Éditions Édouard Garand (56p. 26-29).

XIII

Chez Pit Lemieux, deux jours après sa visite à la résidence d’André Dumas, à quatre heures.

La salle était presque vide. Le menton dans le creux de sa main, accoudé sur la table, Pit Lemieux, qui forme avec Ernest Germain une seule et unique personnalité, regardait avec insistance un point, toujours le même, sur le papier peint de la muraille.

Une vive tension d’esprit contractait les muscles de son visage.

Il resta quelques minutes dans la même position, sans bouger, puis passant la main sur son front et ses yeux, il soupira longuement, se leva, fit quelques pas dans la pièce et retourna à son poste.

— Irma ! appela-t-il.

La jeune femme s’approcha de lui.

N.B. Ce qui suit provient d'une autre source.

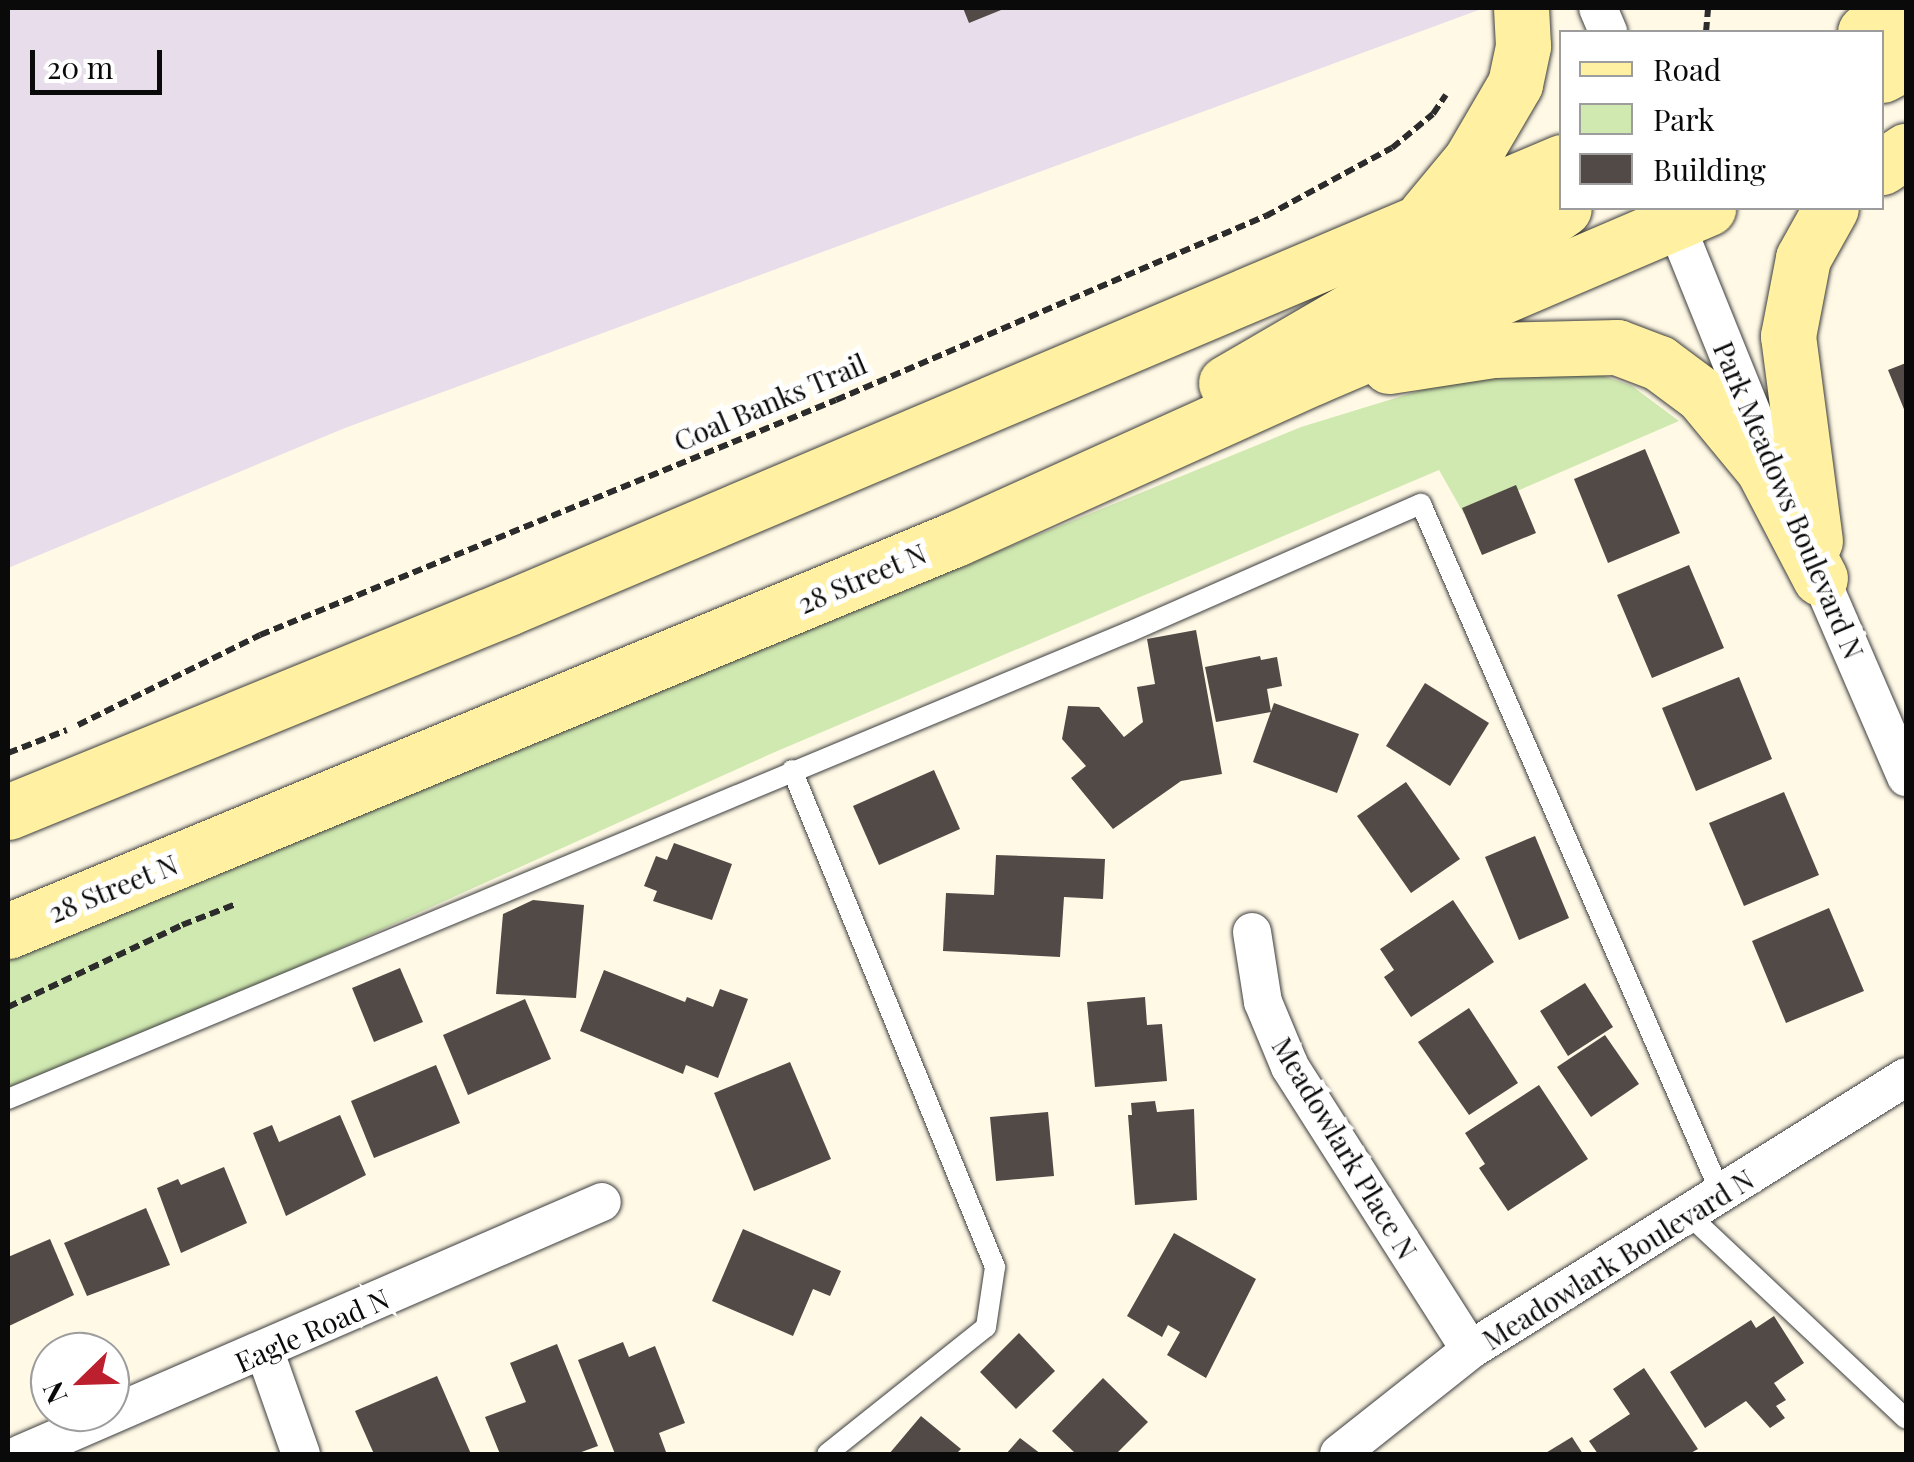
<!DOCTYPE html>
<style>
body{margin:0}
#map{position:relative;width:1914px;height:1462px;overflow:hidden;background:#fff9e6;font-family:"Playfair Display",serif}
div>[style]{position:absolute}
.industrial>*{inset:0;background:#e8ddea}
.green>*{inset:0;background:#d0e9b0}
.building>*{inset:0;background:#524a46}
.path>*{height:6px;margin-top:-3px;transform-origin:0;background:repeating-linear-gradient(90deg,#2c2c2c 0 10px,transparent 0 15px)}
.roads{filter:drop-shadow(0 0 2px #3d3d3d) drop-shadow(0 0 2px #3d3d3d)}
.lane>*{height:20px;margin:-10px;padding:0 10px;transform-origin:10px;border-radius:10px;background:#fff}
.street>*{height:38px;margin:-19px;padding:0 19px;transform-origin:19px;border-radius:19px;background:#fff}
.secondary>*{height:55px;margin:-27.5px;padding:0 27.5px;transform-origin:27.5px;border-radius:27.5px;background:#fff1a1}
span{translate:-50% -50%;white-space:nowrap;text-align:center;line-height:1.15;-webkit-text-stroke:10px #fff;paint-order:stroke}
.street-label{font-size:28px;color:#0a0a0a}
.frame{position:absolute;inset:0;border:10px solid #0a0a0a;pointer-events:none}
.legend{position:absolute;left:1559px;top:30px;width:325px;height:180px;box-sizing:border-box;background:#fff;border:2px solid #9d9d9d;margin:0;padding:12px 18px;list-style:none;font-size:30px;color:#0a0a0a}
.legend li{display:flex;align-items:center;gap:20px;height:50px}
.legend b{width:50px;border:2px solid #9d9d9d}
.north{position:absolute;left:30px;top:1332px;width:100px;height:100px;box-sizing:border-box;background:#fff;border:2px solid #9d9d9d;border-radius:50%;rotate:247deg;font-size:28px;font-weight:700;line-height:40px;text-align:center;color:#0a0a0a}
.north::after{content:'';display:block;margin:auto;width:35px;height:45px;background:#bc1f2d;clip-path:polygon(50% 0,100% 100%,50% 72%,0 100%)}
.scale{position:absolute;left:30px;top:50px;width:132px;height:45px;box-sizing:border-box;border:5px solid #0a0a0a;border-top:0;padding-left:12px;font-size:30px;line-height:35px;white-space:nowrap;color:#0a0a0a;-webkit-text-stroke:8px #fff;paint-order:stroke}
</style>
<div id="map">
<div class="industrial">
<div style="clip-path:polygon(8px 8px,1484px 8px,345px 428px,8px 568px)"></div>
</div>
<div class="green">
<div style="clip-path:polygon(1576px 366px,1632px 386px,1679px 421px,1464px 514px,1439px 470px,775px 752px,8px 1098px,8px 958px,1301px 427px,1438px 385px)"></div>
</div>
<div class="building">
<div style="clip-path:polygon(963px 8px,1006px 8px,969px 23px)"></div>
<div style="clip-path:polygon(1906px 363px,1906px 414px,1888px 370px)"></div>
<div style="clip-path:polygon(1645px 449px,1680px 533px,1608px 563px,1574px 479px)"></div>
<div style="clip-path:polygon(1516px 485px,1536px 533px,1482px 555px,1462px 508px)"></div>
<div style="clip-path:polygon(1689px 565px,1724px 648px,1652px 678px,1617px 595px)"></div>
<div style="clip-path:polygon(1196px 630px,1222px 774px,1181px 781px,1113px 829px,1071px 778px,1086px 766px,1062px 739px,1068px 706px,1099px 707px,1124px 737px,1143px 722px,1137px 687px,1155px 684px,1147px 639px)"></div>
<div style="clip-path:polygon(1260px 656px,1261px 660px,1277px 657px,1282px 686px,1267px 689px,1271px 712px,1216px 722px,1205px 667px)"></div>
<div style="clip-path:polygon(1739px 677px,1772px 759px,1696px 791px,1662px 708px)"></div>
<div style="clip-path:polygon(1425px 683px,1489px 723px,1450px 786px,1386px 746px)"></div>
<div style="clip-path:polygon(1274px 703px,1359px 734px,1337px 793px,1253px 762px)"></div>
<div style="clip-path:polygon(934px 770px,960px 829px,879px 865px,853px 806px)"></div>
<div style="clip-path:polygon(1406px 782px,1460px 859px,1411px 893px,1357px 816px)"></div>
<div style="clip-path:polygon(1784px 792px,1819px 875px,1744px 906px,1709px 823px)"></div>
<div style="clip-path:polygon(1535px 836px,1569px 918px,1519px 940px,1485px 857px)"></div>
<div style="clip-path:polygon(674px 843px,732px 864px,712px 920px,653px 901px,657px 891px,644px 886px,656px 856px,667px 860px)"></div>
<div style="clip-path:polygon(996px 855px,1105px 859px,1103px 899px,1064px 897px,1060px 957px,943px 951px,946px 893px,994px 895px)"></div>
<div style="clip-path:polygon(533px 900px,584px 905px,576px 998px,496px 994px,503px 914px)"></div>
<div style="clip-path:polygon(1453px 900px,1494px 962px,1411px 1017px,1384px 977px,1394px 970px,1380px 949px)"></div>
<div style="clip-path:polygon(1829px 908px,1864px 991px,1786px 1023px,1752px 941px)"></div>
<div style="clip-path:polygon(400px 968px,423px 1022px,374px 1042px,352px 988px)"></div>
<div style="clip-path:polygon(604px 970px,685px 1002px,687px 997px,713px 1007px,720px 989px,748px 999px,718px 1078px,686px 1065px,683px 1074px,580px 1031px)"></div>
<div style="clip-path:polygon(1585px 983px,1613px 1027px,1568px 1056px,1540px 1011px)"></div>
<div style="clip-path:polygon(1145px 997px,1147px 1025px,1162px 1024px,1167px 1081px,1095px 1087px,1087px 1002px)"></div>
<div style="clip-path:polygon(525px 999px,551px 1059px,468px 1095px,443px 1035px)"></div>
<div style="clip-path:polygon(1469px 1008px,1518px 1083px,1469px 1115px,1418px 1042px)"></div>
<div style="clip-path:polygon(1605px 1035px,1639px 1084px,1591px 1117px,1557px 1067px)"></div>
<div style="clip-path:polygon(790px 1062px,831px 1159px,754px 1191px,714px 1093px)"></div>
<div style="clip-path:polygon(436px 1065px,460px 1123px,374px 1158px,351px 1101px)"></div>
<div style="clip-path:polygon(1539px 1085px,1588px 1159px,1508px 1211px,1479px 1168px,1485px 1164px,1465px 1133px)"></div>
<div style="clip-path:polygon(1155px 1101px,1157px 1112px,1194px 1109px,1197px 1200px,1135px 1205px,1128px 1115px,1132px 1115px,1131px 1103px)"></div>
<div style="clip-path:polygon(1048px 1112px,1054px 1176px,996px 1181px,990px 1117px)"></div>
<div style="clip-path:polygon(340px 1115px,366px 1175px,286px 1216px,253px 1133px,272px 1125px,279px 1142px)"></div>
<div style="clip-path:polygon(224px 1167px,247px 1223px,181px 1253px,157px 1188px,178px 1179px,181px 1185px)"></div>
<div style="clip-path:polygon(146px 1208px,170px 1265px,87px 1296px,64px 1243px)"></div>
<div style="clip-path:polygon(743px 1229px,841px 1271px,830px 1296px,813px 1289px,793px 1336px,712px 1301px)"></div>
<div style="clip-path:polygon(1174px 1233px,1256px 1279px,1206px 1378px,1167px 1355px,1180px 1332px,1168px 1325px,1162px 1337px,1127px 1316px)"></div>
<div style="clip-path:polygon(50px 1239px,74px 1295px,9px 1326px,8px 1257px)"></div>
<div style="clip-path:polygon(1774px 1316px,1804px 1363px,1774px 1383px,1786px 1400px,1776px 1406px,1785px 1418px,1770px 1428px,1746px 1401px,1705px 1428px,1670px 1372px,1751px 1320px,1756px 1328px)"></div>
<div style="clip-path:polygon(1019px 1333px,1055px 1371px,1016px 1409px,980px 1372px)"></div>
<div style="clip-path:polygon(623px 1342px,629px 1357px,655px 1346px,685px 1423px,659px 1433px,666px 1452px,660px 1454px,615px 1454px,578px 1360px)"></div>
<div style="clip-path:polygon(557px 1344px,598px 1446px,576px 1454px,500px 1454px,485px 1417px,526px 1402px,510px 1363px)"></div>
<div style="clip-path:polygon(1644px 1368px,1698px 1449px,1689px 1454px,1598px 1454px,1589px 1441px,1630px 1414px,1613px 1389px)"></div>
<div style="clip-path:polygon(437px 1376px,471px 1454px,374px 1454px,355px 1411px)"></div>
<div style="clip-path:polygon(1103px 1378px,1148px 1422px,1116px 1454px,1076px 1454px,1052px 1431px)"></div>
<div style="clip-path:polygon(921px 1416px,961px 1449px,956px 1454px,889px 1454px)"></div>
<div style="clip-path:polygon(1572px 1437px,1583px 1454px,1544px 1454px)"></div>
<div style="clip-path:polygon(1020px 1438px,1041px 1454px,1006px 1454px)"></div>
</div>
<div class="path">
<div style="left:1706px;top:32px;width:24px;rotate:-85deg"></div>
<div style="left:78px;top:725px;width:203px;rotate:-26.3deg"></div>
<div style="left:260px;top:635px;width:622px;rotate:-22.19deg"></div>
<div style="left:836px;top:400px;width:468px;rotate:-23.2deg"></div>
<div style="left:1266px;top:216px;width:143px;rotate:-28.4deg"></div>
<div style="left:1392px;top:148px;width:53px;rotate:-39.7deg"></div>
<div style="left:1433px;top:114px;width:23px;rotate:-56deg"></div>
<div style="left:8px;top:753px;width:63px;rotate:-21.3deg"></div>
<div style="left:8px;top:1007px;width:192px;rotate:-25.2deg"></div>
<div style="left:182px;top:925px;width:58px;rotate:-21.3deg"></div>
</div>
<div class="roads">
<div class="lane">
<div style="left:792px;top:770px;width:537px;rotate:67.78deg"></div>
<div style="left:995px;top:1267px;width:61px;rotate:98.5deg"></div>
<div style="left:986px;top:1327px;width:203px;rotate:141.4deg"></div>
<div style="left:8px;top:1099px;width:1214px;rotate:-22.62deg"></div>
<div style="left:1129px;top:632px;width:319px;rotate:-23.7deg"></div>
<div style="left:1421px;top:504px;width:755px;rotate:66.49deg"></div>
<div style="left:1690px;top:1216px;width:296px;rotate:43.2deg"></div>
</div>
<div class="street">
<div style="left:1598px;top:8px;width:26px;rotate:67deg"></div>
<div style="left:1669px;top:208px;width:267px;rotate:68deg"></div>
<div style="left:1811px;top:557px;width:240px;rotate:66.6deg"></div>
<div style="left:1252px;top:932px;width:71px;rotate:81.1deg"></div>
<div style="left:1263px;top:1002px;width:70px;rotate:67.4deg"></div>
<div style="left:1290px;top:1067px;width:335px;rotate:57.5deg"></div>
<div style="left:265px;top:1352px;width:108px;rotate:70.6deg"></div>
<div style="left:21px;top:1454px;width:633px;rotate:-23.45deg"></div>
<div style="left:1339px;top:1454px;width:167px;rotate:-38.4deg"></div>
<div style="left:1470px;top:1350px;width:514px;rotate:-32.05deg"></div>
</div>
<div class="secondary">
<div style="left:1865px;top:32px;width:44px;rotate:-22.5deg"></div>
<div style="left:1882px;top:75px;width:27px;rotate:-28deg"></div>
<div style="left:1882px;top:167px;width:29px;rotate:-34deg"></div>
<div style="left:1425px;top:215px;width:70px;rotate:-50.2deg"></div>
<div style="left:1470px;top:161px;width:89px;rotate:-59.7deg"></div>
<div style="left:1515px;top:84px;width:39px;rotate:-78deg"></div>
<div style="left:1523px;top:46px;width:38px;rotate:-93deg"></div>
<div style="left:1389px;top:366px;width:105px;rotate:-8.7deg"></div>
<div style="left:1493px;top:350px;width:124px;rotate:-1.4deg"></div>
<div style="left:1617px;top:347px;width:45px;rotate:20.9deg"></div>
<div style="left:1659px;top:363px;width:54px;rotate:36.7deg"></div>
<div style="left:1702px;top:395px;width:96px;rotate:50.5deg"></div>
<div style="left:1763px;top:469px;width:123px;rotate:62.4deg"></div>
<div style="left:1226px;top:383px;width:147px;rotate:-30.2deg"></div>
<div style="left:1353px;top:309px;width:205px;rotate:-24.2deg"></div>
<div style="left:1540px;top:225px;width:29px;rotate:-35deg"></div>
<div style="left:1815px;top:541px;width:207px;rotate:-97.5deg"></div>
<div style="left:1788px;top:336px;width:79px;rotate:-79.1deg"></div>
<div style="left:1803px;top:258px;width:57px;rotate:-60.8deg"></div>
<div style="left:8px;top:812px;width:540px;rotate:-22.2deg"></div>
<div style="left:508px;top:608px;width:1144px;rotate:-22.94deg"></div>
<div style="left:8px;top:931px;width:1025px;rotate:-22.49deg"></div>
<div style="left:955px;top:539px;width:394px;rotate:-24.3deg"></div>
<div style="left:1314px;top:377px;width:429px;rotate:-23.2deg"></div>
</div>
</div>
<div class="street-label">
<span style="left:770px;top:402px;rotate:-23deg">Coal Banks Trail</span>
<span style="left:1789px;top:500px;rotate:67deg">Park Meadows Boulevard N</span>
<span style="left:862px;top:578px;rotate:-23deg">28 Street N</span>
<span style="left:113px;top:888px;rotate:-22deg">28 Street N</span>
<span style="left:1345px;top:1148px;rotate:59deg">Meadowlark Place N</span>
<span style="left:1618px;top:1259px;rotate:-32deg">Meadowlark Boulevard N</span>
<span style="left:312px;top:1330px;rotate:-24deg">Eagle Road N</span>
</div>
<div class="frame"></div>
<ul class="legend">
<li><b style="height:12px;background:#fff1a1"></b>Road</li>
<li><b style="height:28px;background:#d0e9b0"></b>Park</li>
<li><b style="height:28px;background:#524a46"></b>Building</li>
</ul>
<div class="north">N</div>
<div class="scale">20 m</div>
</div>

Elle était grande, forte de taille et respirait la santé. Elle aimait Pit Lemieux à la folie et sans aucune hésitation se serait fait tuer pour lui. Mais l’homme qu’elle aimait ne se souciait pas de cet amour. Il la gardait chez lui parce qu’elle le servait en esclave et aussi parce qu’un jour il pourrait en avoir besoin.

— Johnson est-il venu cet après-midi ?

— Oui, il a pris quelques coups et est reparti tout de suite.

— Il n’a rien laissé pour moi ?

— Non. Il m’a dit que son patron était en dehors de la ville depuis quelques jours.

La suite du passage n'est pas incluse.